Work task
In the listing that follows, the range to quote begins at the line that has "ctx.strokeStyle = color;" and ends after the line that has "M1782,127V256L1761,277L1695,212H1699Z"; quote it verbatim and add nothing.
[Opening Supplied material section]
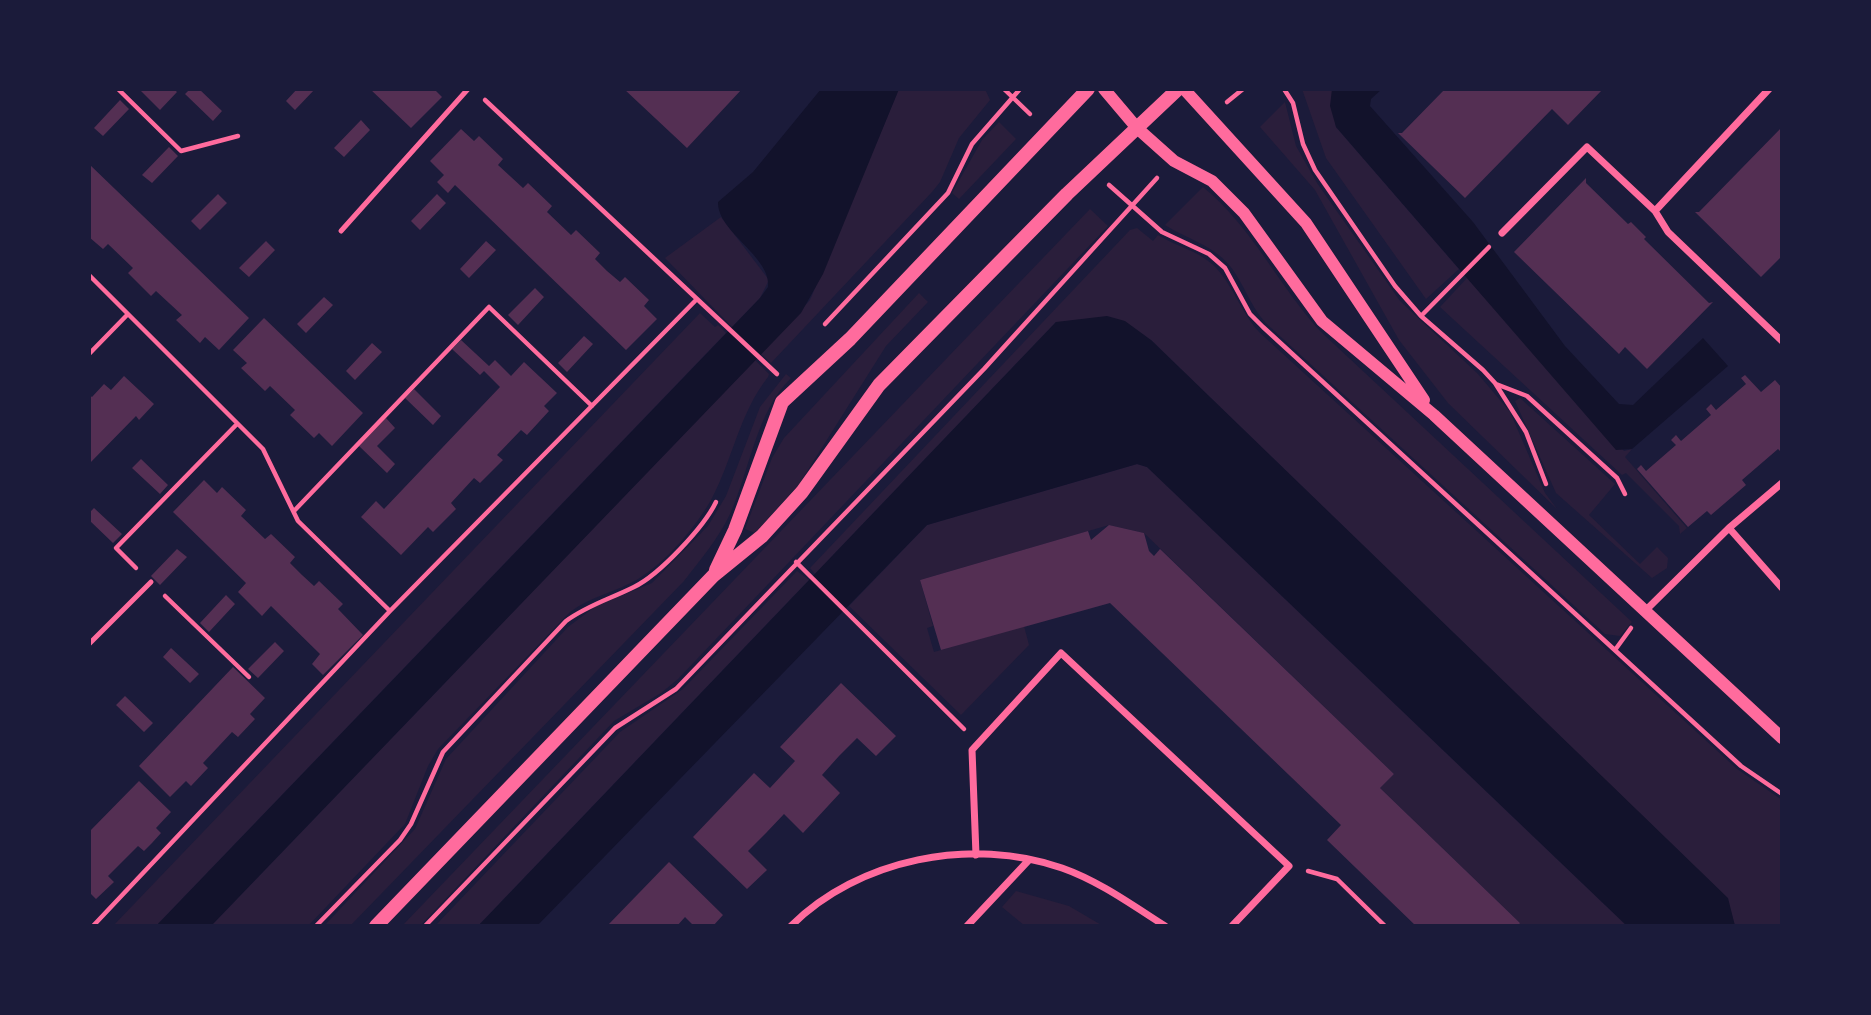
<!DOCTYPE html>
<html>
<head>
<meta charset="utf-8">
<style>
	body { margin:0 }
	#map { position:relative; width:1871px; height:1015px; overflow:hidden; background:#1b1b3a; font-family:Rubik,sans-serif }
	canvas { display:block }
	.frame { position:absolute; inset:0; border:91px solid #1b1b3a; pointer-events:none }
</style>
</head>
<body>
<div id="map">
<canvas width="1871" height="1015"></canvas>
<div class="frame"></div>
</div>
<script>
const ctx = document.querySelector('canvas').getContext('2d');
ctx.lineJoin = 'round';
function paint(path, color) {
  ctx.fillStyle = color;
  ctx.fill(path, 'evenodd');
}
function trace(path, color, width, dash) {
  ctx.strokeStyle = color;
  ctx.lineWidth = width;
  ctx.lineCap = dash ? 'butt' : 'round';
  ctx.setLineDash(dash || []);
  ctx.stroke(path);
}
const green = new Path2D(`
	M899,89H985L990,100L959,138L940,182L932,192L771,363L761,354L810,300Z
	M1302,89H1332L1336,127L1459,269L1426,299L1326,158Z
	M1285,102L1296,146L1317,183L1400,301L1478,374L1510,412L1545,493L1557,509L1448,403L1399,340L1315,190L1260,127Z
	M999,122L1016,139L959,199L952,193L982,140Z
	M1203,187C1252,227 1278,285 1320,331L1632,622L1620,636L1605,634L1269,326C1251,309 1245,285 1230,266C1213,245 1187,239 1165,225Z
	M1090,209L1108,226L678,679L661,693L614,721L420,926H402Z
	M721,217L769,280L760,298L732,327L665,258Z
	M1137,228L1153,241L1158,235C1175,246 1196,250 1212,264C1232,282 1240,311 1259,332L1737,769L1782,800V926H1735L1727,898L1151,340L1056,322L815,574L810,568L1130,230Z
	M1467,278L1624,451L1632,449L1625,457L1687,528L1680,534L1679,526L1626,473L1622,475L1440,307Z
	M919,293L928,302L886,346L799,484L755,533L745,529L772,458L784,438Z
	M700,313L715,327L718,325L726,333L156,926H113Z
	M755,360L769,374L768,377C739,414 733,459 711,500C695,528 666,562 638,579C616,592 591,596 570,612L438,749L428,766L405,824L308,926H211Z
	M786,374L791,378C756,412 750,470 730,514C718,539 701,559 684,581L350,926H324L415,829L446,759L568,627L596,606L652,583L708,526L726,496L760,407Z
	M1520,398L1615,484L1589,515L1640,564L1657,547L1668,558L1667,568L1652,578L1556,493L1515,401Z
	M1137,464L1147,467L1627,926H1518L1520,923L1380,788L1394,774L1144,533L1109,525L920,580L933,626L927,628L934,652L1024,626L1029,645L961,715L849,606L927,525Z
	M797,571L809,580L478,926H435L620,732L683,689Z
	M1016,891L1069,906L1103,926H1025L1002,907Z`);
const water = new Path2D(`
	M821,89H899L823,274L801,313L211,926H156L760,298L768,287C772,257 717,232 718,202L753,172Z
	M1332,89H1382L1371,99L1370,106L1473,222L1565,346L1619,404L1633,405L1703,338L1728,366L1632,449L1616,450L1336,127L1330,106Z
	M1107,316L1125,321L1151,340L1728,898L1735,926H1627L1147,467L1137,464L927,525L537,926H478L1056,322Z`);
const building = new Path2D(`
	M139,89H174L177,92L160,110Z
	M190,89H199L222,111L213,121L185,94Z
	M297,89H315L295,110L286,101Z
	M370,89H434L442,97L411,128Z
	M624,89H742L687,148Z
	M1445,89H1603L1568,125L1552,109L1465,198L1398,133H1402Z
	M120,100L129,109L103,136L94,128Z
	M361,120L370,130L344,157L334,148Z
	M1782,127V256L1761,277L1695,212H1699Z
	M461,129L474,141L479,136L503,159L498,165L523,188L528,183L552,206L547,212L571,235L576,230L600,253L595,259L607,271L620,282L625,277L649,300L644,306L657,319L626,350L455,185L448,193L437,182L444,175L430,161Z
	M169,147L178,156L152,183L142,175Z
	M89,164L249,318L219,350L205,337L200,343L176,320L182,315L156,291L151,296L128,273L133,268L108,244L103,249L89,237Z
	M1586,178V183L1628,224L1631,222L1646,237L1644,239L1709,303L1713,302L1647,369L1625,347L1619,354L1514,252Z
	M218,194L227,203L200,230L191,221Z
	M437,194L446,203L420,230L411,221Z
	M266,241L275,250L249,277L239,268Z
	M486,241L496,250L469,278L460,269Z
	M535,288L544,297L518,325L508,315Z
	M324,297L333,305L306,333L297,324Z
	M264,318L363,413L332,446L319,433L314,438L290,415L295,410L270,386L265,391L241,368L247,363L233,350Z
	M584,336L593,344L567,372L558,363Z
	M461,340L489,366L495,360L511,376L524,362L557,393L544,406L549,411L527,435L521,430L497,455L503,460L480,483L474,478L451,503L456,509L433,532L428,527L401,555L361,517L376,501L384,509L500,387L484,371L480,375L452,349Z
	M372,343L382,352L355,380L346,371Z
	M1745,375L1761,392L1775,380L1782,388V453L1778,449L1742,480L1746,485L1711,515L1707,511L1688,527L1637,469L1641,465L1646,471L1676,445L1671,440L1676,435L1681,441L1711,415L1706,409L1711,404L1716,410L1746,384L1741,378Z
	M124,376L154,404L139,420L136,416L89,464V395L92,397L104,384L111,390Z
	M414,389L441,416L433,425L405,398Z
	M386,418L395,428L377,446L395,464L387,473L359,446Z
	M141,459L168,485L160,494L132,468Z
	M204,480L217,493L222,487L246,510L241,516L265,539L271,534L295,557L290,563L302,575L314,586L319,581L343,604L338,609L363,635L323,675L312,664L320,654L271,606L262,616L238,592L246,583L173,512Z
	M94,508L122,534L113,543L89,520V513Z
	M1109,525L1144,533L1149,551L1154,556L1160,549L1394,774L1380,788L1520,923L1518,926H1416L1327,840L1341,825L1110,603L941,650L920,580L1088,531L1091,540Z
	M177,549L187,557L160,585L151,576Z
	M226,595L235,604L209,632L200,623Z
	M275,642L284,651L258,678L248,669Z
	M171,648L199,674L190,683L163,657Z
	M233,667L265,698L250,714L255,719L238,737L232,732L218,747L203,763L208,768L191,786L186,781L170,797L139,766Z
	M841,683L896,736L876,756L857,738L839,756L822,775L840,793L803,833L784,814L766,833L748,851L767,870L747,889L693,837L754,773L770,788L795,761L780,747Z
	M125,696L153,723L144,732L116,705Z
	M139,781L171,812L156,828L161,833L152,843L144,851L138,846L108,876L114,882L96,899L91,894L89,896V832Z
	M669,862L723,915L713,926H694L685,917L677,926H607Z`);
const path = new Path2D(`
	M118,89L181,151L238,136
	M1004,89L1030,114
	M1284,89L1293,103L1303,144L1315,170L1395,286L1421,316L1483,370L1495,383L1526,432L1546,484
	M485,100L777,374
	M1227,102L1243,89
	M1109,185L1162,232L1209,254L1225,268L1250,314L1263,327L1741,766L1782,794
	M89,275L263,449L298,521L390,611
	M1421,316L1489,247
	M825,324L948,193L972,144L1020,89
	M89,354L128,314
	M1496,384L1527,396L1617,478L1625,494
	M294,511L489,307L592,406
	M796,562L964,729
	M136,568L116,548L237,424
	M165,596L249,677
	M1615,650L1631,628
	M1308,871L1337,879L1385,926
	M93,926L390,611L697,299
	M316,926L400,840L411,824L443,752L566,621C588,605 610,599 634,587C659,575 704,527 716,502
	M425,926L615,728L676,689L984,369L1157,178`);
const service = new Path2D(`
	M341,231L468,89
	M89,644L151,582`);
const minor = new Path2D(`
	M1655,211L1769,89
	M1502,233L1587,147L1655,211L1668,232L1782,341
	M1729,528L1782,588
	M1645,611L1729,528L1782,483
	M976,855L972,750L1061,653L1289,866L1232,926
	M791,926C858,859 972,836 1062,868C1099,881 1132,905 1165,926
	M967,926L1028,861`);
const tertiary = new Path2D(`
	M1104,89L1137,128L1174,161L1212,181L1244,213L1322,321L1434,415L1782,738
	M1184,89L1306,223L1424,400`);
const secondary = new Path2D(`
	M716,570L735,530L782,402L850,339L1088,89
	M376,926L714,575L762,536L802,492L879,385L1067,194L1178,89`);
paint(green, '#2a1e3b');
paint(water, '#12122b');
paint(building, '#542f53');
trace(path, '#ff6b9d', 4.5);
trace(service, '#ff6b9d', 5);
trace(minor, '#ff6b9d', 7);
trace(tertiary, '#ff6b9d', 12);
trace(secondary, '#ff6b9d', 14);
</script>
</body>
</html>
[Closing Supplied material section]
Expected output
  ctx.strokeStyle = color;
  ctx.lineWidth = width;
  ctx.lineCap = dash ? 'butt' : 'round';
  ctx.setLineDash(dash || []);
  ctx.stroke(path);
}
const green = new Path2D(`
	M899,89H985L990,100L959,138L940,182L932,192L771,363L761,354L810,300Z
	M1302,89H1332L1336,127L1459,269L1426,299L1326,158Z
	M1285,102L1296,146L1317,183L1400,301L1478,374L1510,412L1545,493L1557,509L1448,403L1399,340L1315,190L1260,127Z
	M999,122L1016,139L959,199L952,193L982,140Z
	M1203,187C1252,227 1278,285 1320,331L1632,622L1620,636L1605,634L1269,326C1251,309 1245,285 1230,266C1213,245 1187,239 1165,225Z
	M1090,209L1108,226L678,679L661,693L614,721L420,926H402Z
	M721,217L769,280L760,298L732,327L665,258Z
	M1137,228L1153,241L1158,235C1175,246 1196,250 1212,264C1232,282 1240,311 1259,332L1737,769L1782,800V926H1735L1727,898L1151,340L1056,322L815,574L810,568L1130,230Z
	M1467,278L1624,451L1632,449L1625,457L1687,528L1680,534L1679,526L1626,473L1622,475L1440,307Z
	M919,293L928,302L886,346L799,484L755,533L745,529L772,458L784,438Z
	M700,313L715,327L718,325L726,333L156,926H113Z
	M755,360L769,374L768,377C739,414 733,459 711,500C695,528 666,562 638,579C616,592 591,596 570,612L438,749L428,766L405,824L308,926H211Z
	M786,374L791,378C756,412 750,470 730,514C718,539 701,559 684,581L350,926H324L415,829L446,759L568,627L596,606L652,583L708,526L726,496L760,407Z
	M1520,398L1615,484L1589,515L1640,564L1657,547L1668,558L1667,568L1652,578L1556,493L1515,401Z
	M1137,464L1147,467L1627,926H1518L1520,923L1380,788L1394,774L1144,533L1109,525L920,580L933,626L927,628L934,652L1024,626L1029,645L961,715L849,606L927,525Z
	M797,571L809,580L478,926H435L620,732L683,689Z
	M1016,891L1069,906L1103,926H1025L1002,907Z`);
const water = new Path2D(`
	M821,89H899L823,274L801,313L211,926H156L760,298L768,287C772,257 717,232 718,202L753,172Z
	M1332,89H1382L1371,99L1370,106L1473,222L1565,346L1619,404L1633,405L1703,338L1728,366L1632,449L1616,450L1336,127L1330,106Z
	M1107,316L1125,321L1151,340L1728,898L1735,926H1627L1147,467L1137,464L927,525L537,926H478L1056,322Z`);
const building = new Path2D(`
	M139,89H174L177,92L160,110Z
	M190,89H199L222,111L213,121L185,94Z
	M297,89H315L295,110L286,101Z
	M370,89H434L442,97L411,128Z
	M624,89H742L687,148Z
	M1445,89H1603L1568,125L1552,109L1465,198L1398,133H1402Z
	M120,100L129,109L103,136L94,128Z
	M361,120L370,130L344,157L334,148Z
	M1782,127V256L1761,277L1695,212H1699Z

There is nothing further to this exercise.